Szkoda, że zapachów nie można sobie nagrać np na pendriva i odtwarzać w komputerze...
taki zapach wiosenny jaki rozsiewa bez odtworzyć sobie gdy za oknem śnieg :-)
Są na szczęście zapachy syntetyczne bądź ekstrakty naturalnych olejków roślinnych...i jak już bardzo chce nam się zapachu lata zimą można rozpylić mgiełkę lub w kontakcie umieścić perfumki ;-)
Jednak zapachu świeżych kwiatów bzu nic nie zastąpi i trzeba się nawąchać póki nie przekwitną !!
Przed nami kolejne zapachy- konwalii majowych, jaśminu, świeżych truskawek...
a jakie są Wasze ulubione sezonowe zapachy?
Odurzona zapachem bzu zapragnęłam lekkiego deseru i powstał serniczek na zimno.
Sernik na zimno:
4 serki waniliowe homo
3 galaretki
ciasteczka kruche
owoce
Dwie galaretki rozpuszczamy w szklance gorącej wody. Po przestygnięciu dodajemy galaretkę cienką strużką i intensywnie mieszamy z serkami waniliowymi.
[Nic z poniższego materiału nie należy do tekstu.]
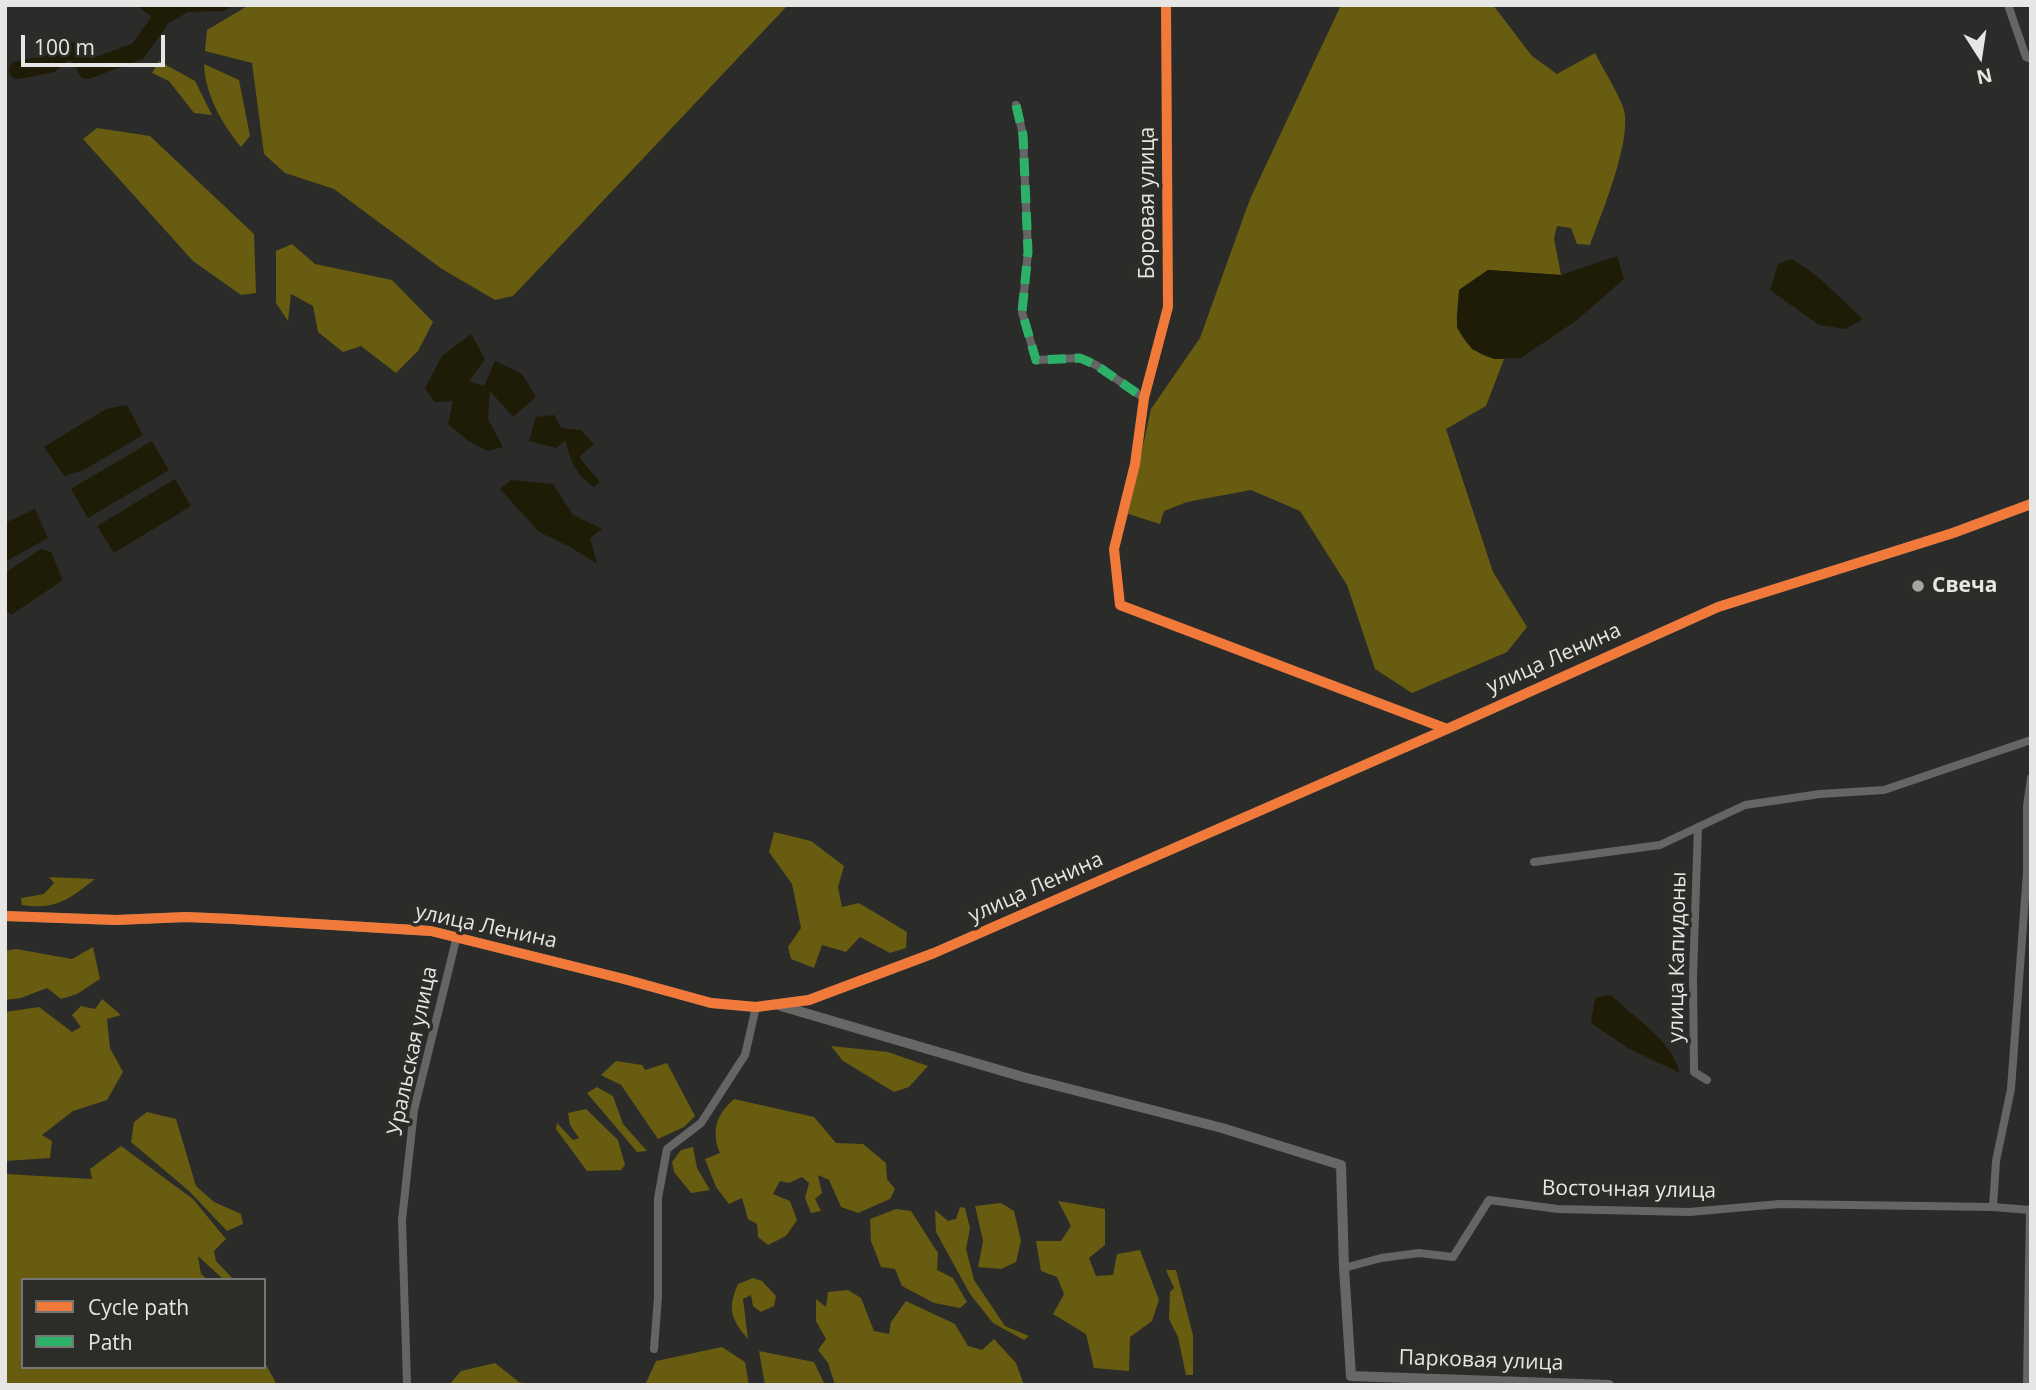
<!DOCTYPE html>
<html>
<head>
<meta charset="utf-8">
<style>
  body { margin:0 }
  #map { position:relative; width:2036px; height:1390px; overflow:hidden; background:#2b2b2a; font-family:"Open Sans",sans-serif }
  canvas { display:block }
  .frame { position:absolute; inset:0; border:7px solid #e6e6e4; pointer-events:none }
  .legend { position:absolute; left:21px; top:1278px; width:245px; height:91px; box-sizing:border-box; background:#2c2c29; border:2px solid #767674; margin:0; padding:9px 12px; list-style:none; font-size:21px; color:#e6e6e4 }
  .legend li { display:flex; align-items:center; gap:14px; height:35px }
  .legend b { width:35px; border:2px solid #767674 }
  .north { position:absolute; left:1945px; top:21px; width:70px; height:70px; -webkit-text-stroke:5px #2c2c29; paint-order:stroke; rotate:168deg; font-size:19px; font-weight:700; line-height:28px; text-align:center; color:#e6e6e4 }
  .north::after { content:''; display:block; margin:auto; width:24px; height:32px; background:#e6e6e4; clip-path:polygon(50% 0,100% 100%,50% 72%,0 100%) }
  .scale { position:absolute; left:21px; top:35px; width:144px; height:32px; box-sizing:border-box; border:4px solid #e6e6e4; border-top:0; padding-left:9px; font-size:21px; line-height:24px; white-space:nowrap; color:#e6e6e4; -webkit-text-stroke:5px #2c2c29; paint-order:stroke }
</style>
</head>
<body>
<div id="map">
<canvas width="2036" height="1390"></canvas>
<div class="frame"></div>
<ul class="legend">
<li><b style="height:9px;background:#f17a3a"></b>Cycle path</li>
<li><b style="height:9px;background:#2db169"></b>Path</li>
</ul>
<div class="north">N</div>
<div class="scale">100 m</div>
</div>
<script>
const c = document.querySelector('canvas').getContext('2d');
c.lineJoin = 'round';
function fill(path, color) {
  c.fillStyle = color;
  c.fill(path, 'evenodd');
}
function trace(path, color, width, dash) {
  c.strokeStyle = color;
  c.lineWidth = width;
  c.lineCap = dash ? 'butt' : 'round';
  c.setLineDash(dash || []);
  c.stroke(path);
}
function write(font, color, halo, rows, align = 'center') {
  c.font = font + ' "Open Sans",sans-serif';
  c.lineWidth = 7;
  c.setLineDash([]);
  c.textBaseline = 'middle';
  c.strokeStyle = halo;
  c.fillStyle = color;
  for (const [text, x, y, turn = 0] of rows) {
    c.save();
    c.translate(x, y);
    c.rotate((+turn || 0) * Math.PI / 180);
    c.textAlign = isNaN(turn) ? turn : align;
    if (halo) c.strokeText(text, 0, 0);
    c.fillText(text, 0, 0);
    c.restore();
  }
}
fill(new Path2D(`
  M 249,5 L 788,5 L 513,296 L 495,300 L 442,269 L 334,189 L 285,173 L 264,154 L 252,63 L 205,51 L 207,30 Z
  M 1341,5 L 1493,5 L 1532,56 L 1557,74 L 1595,53 C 1604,71 1616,89 1623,107 C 1634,136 1601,215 1590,245 L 1577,244 L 1571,228 L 1557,226 L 1554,238 L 1561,275 L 1488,270 L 1459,290 C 1459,301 1454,320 1459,330 C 1466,348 1485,360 1504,359 L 1486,406 L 1446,429 L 1493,572 L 1527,627 L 1507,652 L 1412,693 L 1375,669 L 1347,585 L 1300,511 L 1251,490 L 1187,502 L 1164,511 L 1160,524 L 1128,514 L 1151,409 L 1200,338 L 1250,199 Z
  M 159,61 L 195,81 L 212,115 L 194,113 L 169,81 L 152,73 Z
  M 204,64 L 239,80 L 250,136 L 241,147 C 222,124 205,94 204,64 Z
  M 97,128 L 150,136 L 254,234 L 256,293 L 241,295 L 193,261 L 83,139 Z
  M 292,244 L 315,264 L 392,280 L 433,322 L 418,351 L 396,373 L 361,346 L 343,352 L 318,332 L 313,306 L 291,294 L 288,321 L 276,303 L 276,251 Z
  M 774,832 L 811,841 L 844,866 L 838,887 L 842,907 L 859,903 L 907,932 L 906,948 L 890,953 L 860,937 L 846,952 L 822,945 L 814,968 L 791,959 L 788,947 L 801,928 L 792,884 L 769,852 Z
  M 49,877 L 95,879 C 69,899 57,910 22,905 L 21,898 L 44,894 L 54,883 Z
  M 93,947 L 100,979 L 77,994 L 61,999 L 47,988 L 21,998 L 5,1000 L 5,951 L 16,949 L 72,959 Z
  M 102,999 L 121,1015 L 107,1019 L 110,1048 L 123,1072 L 107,1100 L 73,1111 L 42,1135 L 52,1141 L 50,1158 L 5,1161 L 5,1012 L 39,1007 L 72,1032 L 81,1027 L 72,1015 L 81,1006 L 95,1009 Z
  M 831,1046 L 888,1052 L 928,1066 L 909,1087 L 894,1092 L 843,1061 Z
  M 616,1061 L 642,1065 L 645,1070 L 667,1063 L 695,1116 L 684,1127 L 658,1139 L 621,1085 L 601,1075 Z
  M 597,1087 L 613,1096 L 623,1124 L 647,1151 L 637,1152 L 587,1093 Z
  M 734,1099 L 814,1117 L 836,1143 L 863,1144 L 886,1163 L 887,1179 L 895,1189 L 890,1199 L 858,1213 L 841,1207 L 829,1180 L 818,1175 L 822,1193 L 815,1199 L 821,1211 L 811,1213 L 805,1198 L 809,1183 L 802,1177 L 789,1183 L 780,1181 L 773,1194 L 790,1201 L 797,1220 L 786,1236 L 768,1245 L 758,1237 L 757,1224 L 748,1219 L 742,1198 L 729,1204 L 716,1187 L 705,1159 L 720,1153 C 711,1131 716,1115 734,1099 Z
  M 586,1109 L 618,1140 L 625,1165 L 621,1170 L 587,1171 L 556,1129 L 557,1123 L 573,1140 L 579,1138 L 570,1125 L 568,1113 Z
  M 147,1112 L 176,1119 L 196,1186 L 214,1202 L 241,1214 L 243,1224 L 227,1231 L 189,1191 L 131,1142 L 134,1122 Z
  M 121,1146 L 193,1199 L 226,1239 L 214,1251 L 216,1261 L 234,1280 L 224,1280 L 198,1256 L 201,1274 L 208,1280 L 23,1280 L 23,1367 L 264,1367 L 264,1361 L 277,1385 L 5,1385 L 5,1174 L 92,1179 L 90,1169 Z
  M 693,1147 L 697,1168 L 710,1190 L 691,1193 L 674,1172 L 672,1162 L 681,1150 Z
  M 1058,1201 L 1105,1209 L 1105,1245 L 1089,1258 L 1096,1276 L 1113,1275 L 1117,1254 L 1140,1250 L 1159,1300 L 1152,1321 L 1130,1337 L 1129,1371 L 1094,1368 L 1086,1334 L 1053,1314 L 1064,1294 L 1057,1277 L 1041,1271 L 1036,1241 L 1061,1241 L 1071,1226 Z
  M 1001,1203 L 1014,1211 L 1021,1241 L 1016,1262 L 1001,1269 L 978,1267 L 983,1241 L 975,1206 Z
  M 960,1207 L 965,1208 L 970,1228 L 966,1249 L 974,1280 L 1005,1326 L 1029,1336 L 1024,1340 L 993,1323 L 970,1294 L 936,1232 L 935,1210 L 948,1221 L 956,1219 Z
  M 896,1209 L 911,1211 L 938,1253 L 937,1270 L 953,1278 L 967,1302 L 960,1308 L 934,1303 L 902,1286 L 895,1269 L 881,1267 L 871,1241 L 870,1219 Z
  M 1166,1270 L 1176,1270 L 1193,1335 L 1193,1375 L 1186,1375 L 1178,1337 L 1169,1319 L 1170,1292 L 1174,1288 Z
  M 753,1278 L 762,1281 L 776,1296 L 774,1306 L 761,1312 L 753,1306 L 751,1295 L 743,1299 L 748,1339 C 731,1319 727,1309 738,1284 Z
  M 848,1290 L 861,1298 L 874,1331 L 889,1334 L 891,1322 L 906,1301 L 955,1324 L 968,1346 L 982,1350 L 994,1339 L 1016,1363 L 1024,1385 L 835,1385 L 828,1363 L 818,1350 L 826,1339 L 816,1321 L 816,1299 L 826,1307 L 828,1292 Z
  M 722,1347 L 745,1362 L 749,1385 L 645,1385 L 656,1361 Z
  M 759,1351 L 814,1362 L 825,1385 L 765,1385 Z
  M 495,1363 L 519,1382 L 534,1385 L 449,1385 L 461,1371 Z`), '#675c0f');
fill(new Path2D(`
  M 136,5 L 234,5 L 224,11 L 188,12 L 164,26 Z
  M 1617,256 L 1624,279 L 1577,320 L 1521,358 L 1494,359 L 1472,349 L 1457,328 L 1459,290 L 1488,270 L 1561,275 Z
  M 1792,259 L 1817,276 L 1863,319 L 1846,329 L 1819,325 L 1770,290 L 1778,264 Z
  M 471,334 L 485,359 L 469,381 L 484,386 L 495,361 L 522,374 L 536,397 L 513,417 L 490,391 L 488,419 L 503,447 L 488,451 L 467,440 L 448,424 L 453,401 L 435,402 L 425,388 L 442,356 Z
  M 127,405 L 143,435 L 84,470 L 64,476 L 44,447 L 106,409 Z
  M 554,415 L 561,428 L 581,430 L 594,444 L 579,457 L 600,482 L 594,487 C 576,475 571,462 565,440 L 557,448 L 529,441 L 536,417 Z
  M 152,441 L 169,470 L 88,518 L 71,489 Z
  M 175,479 L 191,506 L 114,553 L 97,526 Z
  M 511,480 L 553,484 L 573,515 L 602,529 L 590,538 L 597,564 L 570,547 L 539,532 L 500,489 Z
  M 35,509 L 48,538 L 5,562 L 5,523 Z
  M 41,549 L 51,552 L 63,580 L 11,615 L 5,610 L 5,573 Z
  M 1611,995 C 1636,1020 1669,1037 1680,1073 L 1628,1048 L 1591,1023 L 1595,998 Z`), '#1e1c06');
trace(new Path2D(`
  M 18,70 L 50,64 L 65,51 L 77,52 L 87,70 L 138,51 L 158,23 L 164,5`), '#1e1c06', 18);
trace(new Path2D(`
  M 1166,5 L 1168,307 L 1144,398 L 1135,464 L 1114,549 L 1120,605 L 1447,729
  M 2008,5 L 2026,57 L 2031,59
  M 1016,105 L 1023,135 L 1028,252 L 1022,312 L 1036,360 L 1080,358 L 1096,365 L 1144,398
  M 1698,827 L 1693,976 L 1694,1072 L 1707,1080
  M 1534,862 L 1660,845 L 1745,805 L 1820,794 L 1884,790 L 2031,740
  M 1993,1207 L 1996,1161 L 2011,1089 L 2027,872 L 2027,806 L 2031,778
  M 1344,1268 L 1381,1258 L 1419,1253 L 1453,1257 L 1489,1200 L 1558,1209 L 1689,1212 L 1780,1204 L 1993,1207 L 2030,1210
  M 654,1349 L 658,1297 L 658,1198 L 667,1149 L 701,1123 L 745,1055 L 756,1007
  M 407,1383 L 402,1220 L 414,1110 L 457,936`), '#656565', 8);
trace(new Path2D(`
  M 5,916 L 116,920 L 186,917 L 233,919 L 431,931 L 624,979 L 711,1003 L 756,1007 L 809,1000 L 934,953 L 1447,729 L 1718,607 L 1953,533 L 2031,504
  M 781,1006 L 1023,1077 L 1222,1128 L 1341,1165 L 1344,1268 L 1351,1376 L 1609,1385
  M 2028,1385 L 2031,1210`), '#676766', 10);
trace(new Path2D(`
  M 1016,105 L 1023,135 L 1028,252 L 1022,312 L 1036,360 L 1080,358 L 1096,365 L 1144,398`), '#2db169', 9, [18, 9]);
trace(new Path2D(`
  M 1166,5 L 1168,307 L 1144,398 L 1135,464 L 1114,549 L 1120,605 L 1447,729
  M 5,916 L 116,920 L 186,917 L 233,919 L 431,931 L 624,979 L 711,1003 L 756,1007 L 809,1000 L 934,953 L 1447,729 L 1718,607 L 1953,533 L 2031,504`), '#f17a3a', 10);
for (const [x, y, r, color] of [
  [1918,586,7,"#a5a5a3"]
]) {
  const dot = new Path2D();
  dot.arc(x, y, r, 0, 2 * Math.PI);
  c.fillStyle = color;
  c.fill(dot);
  trace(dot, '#2c2c29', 2.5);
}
write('21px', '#e6e6e4', '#2c2c29', [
  ["Боровая улица",1148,203,-90],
  ["улица Ленина",1554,659,-24],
  ["улица Ленина",1036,888,-24],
  ["улица Ленина",486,927,12],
  ["улица Капидоны",1678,957,-89],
  ["Уральская улица",413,1051,-78],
  ["Восточная улица",1629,1190,1],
  ["Парковая улица",1481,1361,2]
]);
write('bold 21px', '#e6e6e4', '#2c2c29', [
  ["Свеча",1932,586]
], 'left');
</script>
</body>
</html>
Tortownicę wykładamy papierem do pieczenia, wysypujemy pokruszonymi ciasteczkami. Masę sernikową wykładamy na ciasteczka i do lodówki by stężała.
Na stężałą masę układamy ulubione owoce (u mnie wczoraj gościły przesłodkie winogronka). Zalewamy galaretką przygotowaną jak na opakowaniu.
Serniczek stężeje za pół godzinki :-)
A tak właśnie mija czas...:
Smacznego!!
Zdecydownie bez, bez, bez. Do tego konwalie. I zapach świeżo skoszonej trawy. O, taki zapach, co po majowej burzy pozostaje... :)
OdpowiedzUsuńA ja najbardziej lubie zapach...mojego domu.Nawet jak jestem padnieta,gdy wracam,otworze drzwi to nowe zycie we mnie wstepuje.Pozdrawiam i..slinka leci.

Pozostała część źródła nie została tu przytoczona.